Follow 2 codes, first was optimized in logic and code. Second was optimized in fact that lookup table does not need be created at each call to BM procedure, only in first call that table will be created and sucessive calls will skip table creation.

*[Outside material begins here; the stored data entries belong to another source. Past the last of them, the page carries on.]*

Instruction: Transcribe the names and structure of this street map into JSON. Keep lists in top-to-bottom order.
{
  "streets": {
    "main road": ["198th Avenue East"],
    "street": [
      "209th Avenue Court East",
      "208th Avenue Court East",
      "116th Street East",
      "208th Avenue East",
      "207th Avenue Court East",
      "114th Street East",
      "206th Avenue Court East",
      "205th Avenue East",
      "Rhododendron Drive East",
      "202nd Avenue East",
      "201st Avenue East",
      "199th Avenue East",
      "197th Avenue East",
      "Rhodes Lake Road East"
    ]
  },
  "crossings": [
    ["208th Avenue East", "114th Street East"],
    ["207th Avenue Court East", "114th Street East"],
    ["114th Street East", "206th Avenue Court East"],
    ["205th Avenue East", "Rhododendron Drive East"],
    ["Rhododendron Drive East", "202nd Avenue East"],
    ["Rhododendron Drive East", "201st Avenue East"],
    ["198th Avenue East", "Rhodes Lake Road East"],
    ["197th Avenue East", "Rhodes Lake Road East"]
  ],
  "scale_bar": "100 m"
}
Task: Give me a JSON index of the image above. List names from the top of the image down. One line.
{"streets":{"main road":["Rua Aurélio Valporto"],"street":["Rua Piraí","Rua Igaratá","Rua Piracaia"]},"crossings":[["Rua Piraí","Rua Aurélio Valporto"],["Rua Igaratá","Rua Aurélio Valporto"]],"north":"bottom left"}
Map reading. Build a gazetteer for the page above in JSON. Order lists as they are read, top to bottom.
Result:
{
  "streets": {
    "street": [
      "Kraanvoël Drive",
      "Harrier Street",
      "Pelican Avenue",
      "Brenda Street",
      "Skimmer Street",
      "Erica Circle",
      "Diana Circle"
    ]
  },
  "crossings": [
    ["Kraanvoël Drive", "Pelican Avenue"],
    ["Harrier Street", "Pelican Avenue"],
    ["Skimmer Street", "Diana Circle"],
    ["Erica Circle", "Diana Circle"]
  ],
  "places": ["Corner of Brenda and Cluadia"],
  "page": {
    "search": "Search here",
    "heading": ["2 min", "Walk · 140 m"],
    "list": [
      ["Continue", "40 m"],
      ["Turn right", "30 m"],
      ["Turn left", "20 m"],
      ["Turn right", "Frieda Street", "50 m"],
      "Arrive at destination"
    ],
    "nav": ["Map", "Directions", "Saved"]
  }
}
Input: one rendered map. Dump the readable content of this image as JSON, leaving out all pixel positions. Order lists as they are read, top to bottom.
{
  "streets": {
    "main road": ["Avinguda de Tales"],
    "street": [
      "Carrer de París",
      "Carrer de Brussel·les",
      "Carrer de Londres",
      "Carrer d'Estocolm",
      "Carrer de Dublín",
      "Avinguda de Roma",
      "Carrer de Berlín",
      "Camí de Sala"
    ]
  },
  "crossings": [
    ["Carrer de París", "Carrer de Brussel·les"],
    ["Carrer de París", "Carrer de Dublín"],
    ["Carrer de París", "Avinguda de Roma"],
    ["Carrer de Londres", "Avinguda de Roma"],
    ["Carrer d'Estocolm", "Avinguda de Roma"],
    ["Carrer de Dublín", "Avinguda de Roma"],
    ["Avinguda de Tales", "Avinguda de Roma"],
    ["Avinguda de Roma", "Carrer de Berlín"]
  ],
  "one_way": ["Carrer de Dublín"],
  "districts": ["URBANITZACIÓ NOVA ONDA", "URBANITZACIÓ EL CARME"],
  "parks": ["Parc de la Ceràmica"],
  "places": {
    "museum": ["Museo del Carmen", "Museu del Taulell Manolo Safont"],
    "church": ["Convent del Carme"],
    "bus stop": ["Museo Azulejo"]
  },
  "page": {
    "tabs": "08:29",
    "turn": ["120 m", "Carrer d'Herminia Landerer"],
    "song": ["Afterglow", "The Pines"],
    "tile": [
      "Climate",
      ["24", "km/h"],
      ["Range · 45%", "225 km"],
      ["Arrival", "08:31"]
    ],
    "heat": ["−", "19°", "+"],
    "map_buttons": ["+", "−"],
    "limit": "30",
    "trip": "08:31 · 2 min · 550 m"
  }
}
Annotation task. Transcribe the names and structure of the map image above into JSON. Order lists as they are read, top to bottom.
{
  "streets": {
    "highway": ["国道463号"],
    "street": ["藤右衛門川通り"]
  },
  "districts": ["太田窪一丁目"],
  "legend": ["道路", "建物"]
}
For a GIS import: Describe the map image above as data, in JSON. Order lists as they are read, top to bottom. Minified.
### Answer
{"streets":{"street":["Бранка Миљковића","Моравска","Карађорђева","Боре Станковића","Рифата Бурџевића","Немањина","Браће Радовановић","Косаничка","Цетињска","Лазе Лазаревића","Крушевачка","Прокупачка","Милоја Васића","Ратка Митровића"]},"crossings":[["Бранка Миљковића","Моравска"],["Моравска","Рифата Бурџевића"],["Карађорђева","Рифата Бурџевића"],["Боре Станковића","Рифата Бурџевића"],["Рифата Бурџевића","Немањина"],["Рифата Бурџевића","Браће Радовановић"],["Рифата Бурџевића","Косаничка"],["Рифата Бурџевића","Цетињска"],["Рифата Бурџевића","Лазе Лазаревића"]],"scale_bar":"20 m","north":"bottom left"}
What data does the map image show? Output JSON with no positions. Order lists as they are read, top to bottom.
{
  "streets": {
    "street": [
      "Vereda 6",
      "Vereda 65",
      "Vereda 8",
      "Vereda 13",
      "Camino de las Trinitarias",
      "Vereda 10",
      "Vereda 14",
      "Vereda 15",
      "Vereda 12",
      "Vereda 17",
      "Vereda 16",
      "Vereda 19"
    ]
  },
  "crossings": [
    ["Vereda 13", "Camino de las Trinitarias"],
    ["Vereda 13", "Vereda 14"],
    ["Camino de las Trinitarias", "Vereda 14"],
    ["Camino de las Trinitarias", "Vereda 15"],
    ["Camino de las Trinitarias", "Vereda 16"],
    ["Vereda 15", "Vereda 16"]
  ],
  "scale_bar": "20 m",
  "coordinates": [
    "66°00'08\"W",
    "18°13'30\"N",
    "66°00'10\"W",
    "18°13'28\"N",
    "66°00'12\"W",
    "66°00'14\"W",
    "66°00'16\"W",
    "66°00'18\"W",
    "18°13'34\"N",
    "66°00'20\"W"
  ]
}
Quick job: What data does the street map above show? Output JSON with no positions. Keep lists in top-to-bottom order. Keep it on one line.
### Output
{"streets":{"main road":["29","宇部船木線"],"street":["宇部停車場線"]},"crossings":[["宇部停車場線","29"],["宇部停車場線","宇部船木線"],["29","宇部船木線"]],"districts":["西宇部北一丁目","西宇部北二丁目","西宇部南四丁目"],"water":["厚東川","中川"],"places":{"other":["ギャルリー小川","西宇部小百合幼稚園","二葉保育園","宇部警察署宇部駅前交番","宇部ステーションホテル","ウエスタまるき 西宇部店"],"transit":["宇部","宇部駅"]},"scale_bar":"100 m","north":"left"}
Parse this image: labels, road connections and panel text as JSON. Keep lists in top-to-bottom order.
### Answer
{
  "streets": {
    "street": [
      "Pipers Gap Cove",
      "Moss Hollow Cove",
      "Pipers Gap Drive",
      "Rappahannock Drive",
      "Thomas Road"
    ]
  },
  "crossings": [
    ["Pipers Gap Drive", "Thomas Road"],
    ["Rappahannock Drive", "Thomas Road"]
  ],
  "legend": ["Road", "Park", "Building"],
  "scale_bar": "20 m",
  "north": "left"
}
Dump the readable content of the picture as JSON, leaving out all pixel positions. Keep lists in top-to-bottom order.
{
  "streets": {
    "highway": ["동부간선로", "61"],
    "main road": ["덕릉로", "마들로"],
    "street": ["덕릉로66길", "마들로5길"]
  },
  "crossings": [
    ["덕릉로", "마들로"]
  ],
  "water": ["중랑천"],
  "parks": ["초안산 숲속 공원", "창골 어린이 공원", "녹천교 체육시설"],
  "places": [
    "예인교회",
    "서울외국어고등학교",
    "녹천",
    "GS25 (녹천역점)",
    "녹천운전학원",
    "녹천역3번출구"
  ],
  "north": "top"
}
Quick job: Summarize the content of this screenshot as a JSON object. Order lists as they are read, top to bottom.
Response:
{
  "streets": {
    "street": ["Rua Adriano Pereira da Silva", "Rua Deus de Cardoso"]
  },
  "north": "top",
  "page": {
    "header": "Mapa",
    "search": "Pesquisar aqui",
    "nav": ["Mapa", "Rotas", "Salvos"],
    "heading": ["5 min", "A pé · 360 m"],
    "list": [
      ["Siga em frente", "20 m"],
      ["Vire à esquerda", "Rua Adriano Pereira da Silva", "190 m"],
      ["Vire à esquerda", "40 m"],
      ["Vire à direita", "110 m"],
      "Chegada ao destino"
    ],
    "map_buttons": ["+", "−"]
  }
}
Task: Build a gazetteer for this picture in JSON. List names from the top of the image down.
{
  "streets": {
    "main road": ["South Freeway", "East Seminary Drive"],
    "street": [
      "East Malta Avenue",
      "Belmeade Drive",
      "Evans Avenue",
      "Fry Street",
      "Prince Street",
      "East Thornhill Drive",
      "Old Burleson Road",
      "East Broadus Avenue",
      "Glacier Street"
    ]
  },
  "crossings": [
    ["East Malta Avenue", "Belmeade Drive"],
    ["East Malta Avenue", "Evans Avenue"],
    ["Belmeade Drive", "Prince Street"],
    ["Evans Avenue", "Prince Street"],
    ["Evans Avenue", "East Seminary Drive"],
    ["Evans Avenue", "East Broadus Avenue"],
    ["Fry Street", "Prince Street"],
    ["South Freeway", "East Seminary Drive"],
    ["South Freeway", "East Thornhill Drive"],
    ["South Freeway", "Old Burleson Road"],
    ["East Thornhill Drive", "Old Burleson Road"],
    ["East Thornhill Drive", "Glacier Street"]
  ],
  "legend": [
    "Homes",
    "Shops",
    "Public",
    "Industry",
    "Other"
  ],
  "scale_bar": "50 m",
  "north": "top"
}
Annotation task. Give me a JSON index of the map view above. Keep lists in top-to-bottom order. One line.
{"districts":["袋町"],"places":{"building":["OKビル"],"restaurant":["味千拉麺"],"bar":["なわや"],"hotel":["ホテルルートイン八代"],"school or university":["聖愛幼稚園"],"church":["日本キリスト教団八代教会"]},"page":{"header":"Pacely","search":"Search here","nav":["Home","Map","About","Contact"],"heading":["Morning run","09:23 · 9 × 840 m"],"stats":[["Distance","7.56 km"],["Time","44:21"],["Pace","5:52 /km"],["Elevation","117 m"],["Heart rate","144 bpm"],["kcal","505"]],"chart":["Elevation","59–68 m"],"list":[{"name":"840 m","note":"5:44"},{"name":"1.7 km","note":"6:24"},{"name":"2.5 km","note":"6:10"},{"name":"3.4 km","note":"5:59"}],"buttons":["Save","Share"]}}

Now code prints position, and second version print ocurrences found:
;version 0.01
;ML.EXE /c /coff /Cp main2.asm
;LINK.EXE /SUBSYSTEM:CONSOLE main2.obj
;main
include \masm32\include\masm32rt.inc
.686
Boyer_Moore PROTO :dword,:dword,:dword,:dword,:dword
printf proto C :dword, :vararg ; msvcrt
.data
format_string db "%d",13,10,0
file db "\masm32\include\windows.inc",0
string db "Duplicate"
align 4
Text_test db 'xx includix'
String_test db 'did'
.code
start:
;-----------------------------------
call main ;will search for string "Duplicate" in file \masm32\include\windows.inc
;-----------------------------------
;if you want to check specific cases, comment call above and uncoment line below to Text_test and String_test cases
; invoke Boyer_Moore,0,addr Text_test,sizeof Text_test,addr String_test,sizeof String_test
;-----------------------------------
invoke ExitProcess,eax
main proc uses esi edi ebx
LOCAL plc:DWORD ;cmd line pointer
LOCAL saida:DWORD ;output handle
LOCAL manipulador_arquivo:dword ;file handle
LOCAL tamanho:DWORD ;source file size
LOCAL mapeado:DWORD ;ptr source file
LOCAL mem_aloc:DWORD ;ptr mem alloc
LOCAL nada:dword
LOCAL arq_mape:DWORD ;mapped file handle
LOCAL pos:DWORD ;initial position
LOCAL return_value:DWORD ;return result in eax register
invoke GetStdHandle,STD_OUTPUT_HANDLE
mov saida,eax
invoke GetCommandLine
mov plc,eax
invoke CreateFile,addr file,GENERIC_READ,0,0,OPEN_EXISTING,FILE_FLAG_SEQUENTIAL_SCAN,0 ;open source file
mov manipulador_arquivo,eax ;handle
invoke GetFileSize, manipulador_arquivo,NULL ;sizeof source file
mov tamanho,eax
invoke CreateFileMapping,manipulador_arquivo,NULL,PAGE_READONLY,0,0,0 ;mapped file handle
mov arq_mape,eax
invoke MapViewOfFile,eax,FILE_MAP_READ,0,0,0 ;map it, file contents pointer
mov mapeado,eax
invoke CloseHandle,manipulador_arquivo ;don't need this anymore
mov pos,0
@@:
invoke Boyer_Moore,pos,mapeado,tamanho,addr string,sizeof string
mov return_value,eax
invoke printf,addr format_string,return_value
.if return_value == -1
jmp done
.elseif return_value == -2
jmp done
.else
inc return_value
m2m pos,return_value
jmp @B
.endif
done:
invoke UnmapViewOfFile,mapeado
mov eax,return_value
ret
main endp
Boyer_Moore proc uses ebx esi edi startpos:dword,lpSource:dword,srcLngth:dword,lpSubStr:dword,subLngth:dword
LOCAL bad_chars[256]:dword
lea edi,bad_chars ;create a lookup table filled with substring size
mov ecx,256
mov eax,subLngth
rep stosd
lea edi,bad_chars
mov esi,lpSubStr
mov ecx,subLngth
add esi,subLngth
dec esi ;point to last char of substring, zero index based
;-------------------------
;eg: string = "batata", a=1, t=1, b=5, any other chars will be = 6 (sizeof string)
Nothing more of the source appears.